- [Data]
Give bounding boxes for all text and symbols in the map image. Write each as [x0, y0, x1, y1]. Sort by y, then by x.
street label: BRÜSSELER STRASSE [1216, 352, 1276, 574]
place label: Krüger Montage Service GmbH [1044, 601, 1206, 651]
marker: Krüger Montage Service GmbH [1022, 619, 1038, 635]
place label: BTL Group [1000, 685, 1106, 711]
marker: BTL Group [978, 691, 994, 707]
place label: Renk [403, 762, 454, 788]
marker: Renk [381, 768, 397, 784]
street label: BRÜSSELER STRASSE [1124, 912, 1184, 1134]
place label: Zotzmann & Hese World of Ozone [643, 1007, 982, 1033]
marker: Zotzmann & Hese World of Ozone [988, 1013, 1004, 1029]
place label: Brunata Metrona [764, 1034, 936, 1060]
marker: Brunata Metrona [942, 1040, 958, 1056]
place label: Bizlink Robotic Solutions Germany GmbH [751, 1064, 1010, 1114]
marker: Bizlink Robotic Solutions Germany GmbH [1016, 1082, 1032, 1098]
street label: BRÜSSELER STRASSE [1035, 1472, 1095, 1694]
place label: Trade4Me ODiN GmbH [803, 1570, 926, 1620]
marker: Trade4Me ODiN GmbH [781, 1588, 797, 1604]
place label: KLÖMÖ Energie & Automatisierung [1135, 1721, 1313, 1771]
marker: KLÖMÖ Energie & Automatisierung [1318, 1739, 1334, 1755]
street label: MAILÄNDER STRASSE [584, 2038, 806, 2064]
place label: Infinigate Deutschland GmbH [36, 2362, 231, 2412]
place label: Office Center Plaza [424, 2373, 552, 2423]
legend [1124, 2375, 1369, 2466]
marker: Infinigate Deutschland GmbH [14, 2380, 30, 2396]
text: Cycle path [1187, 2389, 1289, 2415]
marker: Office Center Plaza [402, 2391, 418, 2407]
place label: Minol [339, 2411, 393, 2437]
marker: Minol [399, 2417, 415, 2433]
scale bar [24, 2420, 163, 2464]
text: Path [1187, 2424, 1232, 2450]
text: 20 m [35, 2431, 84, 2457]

- [Problem statement] Return each line of the material above in which the string "Zotzmann" appears.

- [Output below]
place label: Zotzmann & Hese World of Ozone [643, 1007, 982, 1033]
marker: Zotzmann & Hese World of Ozone [988, 1013, 1004, 1029]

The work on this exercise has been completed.